The discovery of immune checkpoint inhibitors [monoclonal antibodies that target cytotoxic T lymphocyte-associated antigen-4 (CTLA-4), programmed cell death protein 1 (PD-1), or programmed death-ligand 1 (PD-L1)] marked a significant advance in cancer therapy. Immune checkpoint blockade medicines had a highly unique safety profile, despite a positive risk/benefit ratio. Because of their distinct method of action, they caused a novel set of adverse events, the majority of which were immune-related [immune-related adverse events (irAEs)], which were primarily caused by the activation of cytotoxic CD4+/CD8+ T cells. Appropriate therapy and counseling are also recommended, along with a step-by-step strategy for optimal care by both professional oncologists and dermatologists.
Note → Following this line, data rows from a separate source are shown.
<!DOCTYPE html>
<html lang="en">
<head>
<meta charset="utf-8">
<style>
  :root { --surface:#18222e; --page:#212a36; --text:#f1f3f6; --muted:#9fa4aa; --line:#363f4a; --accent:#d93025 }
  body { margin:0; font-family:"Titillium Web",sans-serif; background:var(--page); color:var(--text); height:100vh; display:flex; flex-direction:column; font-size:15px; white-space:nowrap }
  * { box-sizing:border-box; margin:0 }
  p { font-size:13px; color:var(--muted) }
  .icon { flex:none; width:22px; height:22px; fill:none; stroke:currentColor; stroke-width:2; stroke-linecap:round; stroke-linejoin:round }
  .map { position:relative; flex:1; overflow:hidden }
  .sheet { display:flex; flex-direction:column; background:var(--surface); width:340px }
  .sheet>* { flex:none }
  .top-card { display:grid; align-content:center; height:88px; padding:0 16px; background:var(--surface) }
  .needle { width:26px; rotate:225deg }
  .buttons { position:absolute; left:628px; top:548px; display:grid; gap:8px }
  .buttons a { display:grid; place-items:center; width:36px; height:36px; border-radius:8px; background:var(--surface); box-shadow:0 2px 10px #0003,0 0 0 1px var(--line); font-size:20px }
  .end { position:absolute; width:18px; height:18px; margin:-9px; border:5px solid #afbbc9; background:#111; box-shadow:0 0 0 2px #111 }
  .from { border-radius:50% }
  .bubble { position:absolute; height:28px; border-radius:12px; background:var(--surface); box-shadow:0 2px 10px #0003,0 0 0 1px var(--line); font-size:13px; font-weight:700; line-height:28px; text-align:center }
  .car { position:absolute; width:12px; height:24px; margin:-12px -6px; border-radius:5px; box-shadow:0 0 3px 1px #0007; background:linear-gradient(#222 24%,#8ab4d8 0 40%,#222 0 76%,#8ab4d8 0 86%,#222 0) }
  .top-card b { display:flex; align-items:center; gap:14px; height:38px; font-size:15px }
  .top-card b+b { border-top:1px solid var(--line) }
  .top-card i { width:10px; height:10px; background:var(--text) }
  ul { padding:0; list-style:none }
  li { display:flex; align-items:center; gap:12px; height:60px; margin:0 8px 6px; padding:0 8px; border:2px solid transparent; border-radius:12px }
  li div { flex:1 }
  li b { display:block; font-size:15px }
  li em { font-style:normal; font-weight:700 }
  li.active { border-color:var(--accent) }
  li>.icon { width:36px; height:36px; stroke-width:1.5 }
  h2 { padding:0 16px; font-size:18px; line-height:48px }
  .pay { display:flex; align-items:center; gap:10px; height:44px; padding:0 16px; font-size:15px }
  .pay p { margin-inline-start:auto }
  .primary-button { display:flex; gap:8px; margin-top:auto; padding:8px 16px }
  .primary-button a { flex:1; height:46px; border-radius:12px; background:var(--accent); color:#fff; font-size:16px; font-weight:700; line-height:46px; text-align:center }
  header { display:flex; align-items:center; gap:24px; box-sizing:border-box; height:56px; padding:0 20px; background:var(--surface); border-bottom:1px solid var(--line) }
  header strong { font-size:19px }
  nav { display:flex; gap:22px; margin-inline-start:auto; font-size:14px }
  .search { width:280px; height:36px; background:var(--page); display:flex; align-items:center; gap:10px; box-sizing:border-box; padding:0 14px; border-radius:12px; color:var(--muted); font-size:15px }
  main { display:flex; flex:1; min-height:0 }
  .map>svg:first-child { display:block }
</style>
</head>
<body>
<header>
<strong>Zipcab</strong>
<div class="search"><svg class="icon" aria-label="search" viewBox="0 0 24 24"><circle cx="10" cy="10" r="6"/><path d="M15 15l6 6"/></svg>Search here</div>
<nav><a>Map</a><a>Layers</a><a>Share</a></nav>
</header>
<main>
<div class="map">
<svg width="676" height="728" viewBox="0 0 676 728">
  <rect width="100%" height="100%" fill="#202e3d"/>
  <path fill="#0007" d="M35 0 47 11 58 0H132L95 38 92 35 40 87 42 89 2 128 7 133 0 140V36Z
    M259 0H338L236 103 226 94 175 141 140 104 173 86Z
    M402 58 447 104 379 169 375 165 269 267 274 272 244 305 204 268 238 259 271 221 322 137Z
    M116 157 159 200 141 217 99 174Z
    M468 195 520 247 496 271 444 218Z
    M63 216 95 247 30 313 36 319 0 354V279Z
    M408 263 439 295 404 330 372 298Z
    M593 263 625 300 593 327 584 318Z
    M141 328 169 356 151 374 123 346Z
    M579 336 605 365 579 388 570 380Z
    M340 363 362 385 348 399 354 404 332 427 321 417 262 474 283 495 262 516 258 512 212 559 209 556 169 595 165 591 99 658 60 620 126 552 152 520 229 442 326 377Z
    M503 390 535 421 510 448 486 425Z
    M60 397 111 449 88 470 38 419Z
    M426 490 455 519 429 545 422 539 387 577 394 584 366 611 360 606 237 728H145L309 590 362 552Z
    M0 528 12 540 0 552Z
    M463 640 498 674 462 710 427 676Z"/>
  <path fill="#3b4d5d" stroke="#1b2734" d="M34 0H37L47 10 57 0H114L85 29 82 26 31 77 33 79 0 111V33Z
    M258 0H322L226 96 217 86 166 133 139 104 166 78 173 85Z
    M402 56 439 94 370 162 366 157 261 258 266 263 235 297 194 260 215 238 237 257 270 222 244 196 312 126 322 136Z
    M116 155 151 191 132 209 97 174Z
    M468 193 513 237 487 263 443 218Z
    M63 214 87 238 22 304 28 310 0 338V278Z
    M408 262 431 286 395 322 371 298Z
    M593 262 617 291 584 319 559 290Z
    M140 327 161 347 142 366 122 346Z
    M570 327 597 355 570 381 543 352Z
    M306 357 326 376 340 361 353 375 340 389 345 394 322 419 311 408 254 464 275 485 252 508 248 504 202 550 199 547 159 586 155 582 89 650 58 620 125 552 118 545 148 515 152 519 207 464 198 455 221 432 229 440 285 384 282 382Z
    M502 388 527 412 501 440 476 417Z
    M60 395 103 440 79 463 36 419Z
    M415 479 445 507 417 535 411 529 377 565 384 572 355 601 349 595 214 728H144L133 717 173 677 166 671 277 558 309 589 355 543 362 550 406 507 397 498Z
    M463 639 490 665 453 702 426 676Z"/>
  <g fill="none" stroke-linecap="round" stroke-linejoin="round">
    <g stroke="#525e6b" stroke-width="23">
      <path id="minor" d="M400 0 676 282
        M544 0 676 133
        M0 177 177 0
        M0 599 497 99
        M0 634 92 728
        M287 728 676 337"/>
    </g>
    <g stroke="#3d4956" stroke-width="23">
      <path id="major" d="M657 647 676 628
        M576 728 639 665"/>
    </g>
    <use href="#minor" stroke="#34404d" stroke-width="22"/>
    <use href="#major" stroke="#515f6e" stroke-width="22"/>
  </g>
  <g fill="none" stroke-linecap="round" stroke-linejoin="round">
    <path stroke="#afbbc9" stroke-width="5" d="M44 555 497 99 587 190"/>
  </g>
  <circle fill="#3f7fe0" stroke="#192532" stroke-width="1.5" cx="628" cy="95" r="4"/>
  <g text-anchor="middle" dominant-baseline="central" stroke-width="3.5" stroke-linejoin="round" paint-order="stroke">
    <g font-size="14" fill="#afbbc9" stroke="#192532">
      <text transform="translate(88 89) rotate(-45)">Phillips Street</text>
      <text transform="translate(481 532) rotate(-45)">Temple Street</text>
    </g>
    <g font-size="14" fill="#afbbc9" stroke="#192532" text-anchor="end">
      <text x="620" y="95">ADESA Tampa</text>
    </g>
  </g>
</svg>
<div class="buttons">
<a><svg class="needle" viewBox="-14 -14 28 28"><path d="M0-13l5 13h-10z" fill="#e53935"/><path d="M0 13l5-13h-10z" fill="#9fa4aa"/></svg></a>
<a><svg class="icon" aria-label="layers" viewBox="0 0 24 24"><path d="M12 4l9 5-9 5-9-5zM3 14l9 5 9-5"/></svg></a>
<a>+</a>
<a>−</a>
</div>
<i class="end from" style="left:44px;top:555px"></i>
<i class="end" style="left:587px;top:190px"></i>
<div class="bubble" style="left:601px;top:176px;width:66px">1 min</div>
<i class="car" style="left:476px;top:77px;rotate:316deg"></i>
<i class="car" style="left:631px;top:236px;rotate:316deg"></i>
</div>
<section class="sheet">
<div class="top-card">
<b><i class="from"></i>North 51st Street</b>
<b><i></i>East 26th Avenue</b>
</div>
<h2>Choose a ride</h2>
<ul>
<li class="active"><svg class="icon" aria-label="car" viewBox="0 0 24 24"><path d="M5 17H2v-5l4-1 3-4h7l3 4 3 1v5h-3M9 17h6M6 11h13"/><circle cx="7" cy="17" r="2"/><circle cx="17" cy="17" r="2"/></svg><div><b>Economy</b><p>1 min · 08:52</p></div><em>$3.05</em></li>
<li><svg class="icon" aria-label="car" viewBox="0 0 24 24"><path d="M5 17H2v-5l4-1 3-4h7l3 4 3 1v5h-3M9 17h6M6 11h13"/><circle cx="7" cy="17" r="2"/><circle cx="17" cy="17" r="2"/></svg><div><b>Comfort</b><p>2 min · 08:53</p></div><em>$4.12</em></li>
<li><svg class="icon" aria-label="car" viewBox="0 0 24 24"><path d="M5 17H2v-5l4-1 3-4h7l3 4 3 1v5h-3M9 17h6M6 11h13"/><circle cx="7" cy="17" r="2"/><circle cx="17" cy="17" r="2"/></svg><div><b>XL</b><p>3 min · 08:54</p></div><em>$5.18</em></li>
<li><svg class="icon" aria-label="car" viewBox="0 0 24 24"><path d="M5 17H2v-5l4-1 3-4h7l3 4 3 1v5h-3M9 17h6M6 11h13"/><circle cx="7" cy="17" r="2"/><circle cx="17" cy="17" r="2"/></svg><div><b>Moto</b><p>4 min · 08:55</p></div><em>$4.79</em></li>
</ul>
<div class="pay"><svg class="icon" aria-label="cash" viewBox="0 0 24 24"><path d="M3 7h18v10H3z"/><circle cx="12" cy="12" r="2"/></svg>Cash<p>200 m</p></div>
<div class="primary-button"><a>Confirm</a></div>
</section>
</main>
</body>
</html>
The clinical and histopathologic characteristics of dermatologic irAEs caused by immune checkpoint inhibitors were discussed by researchers for a review.

Cutaneous toxicities appeared to be one of the most common irAEs, whether with anti-PD-1 and anti-CTLA-4 drugs or the recently introduced anti-PD-L1 medicines, indicating a class effect. They appeared in more than one-third of treated individuals, primarily as a maculopapular rash (eczema-like spongiotic dermatitis) and pruritus. Other dermatologic signs included lichenoid responses, psoriasis, acneiform rashes, vitiligo-like lesions, autoimmune skin illnesses (e.g., bullous pemphigoid, dermatomyositis, alopecia areata), sarcoidosis, and nail and oral mucosal alterations. 

Furthermore, as compared to single treatments, the administration of anti-CTLA-4 and anti-PD-1 therapy in combination was related to the development of more frequent, more severe, and earlier cutaneous irAEs. In the majority of instances, these days immune dermatologic adverse effects were self-limiting and easily managed. Early detection and management, on the other hand, were crucial to avoiding worsening of the lesions, limiting treatment interruption, and minimizing the quality of life damage.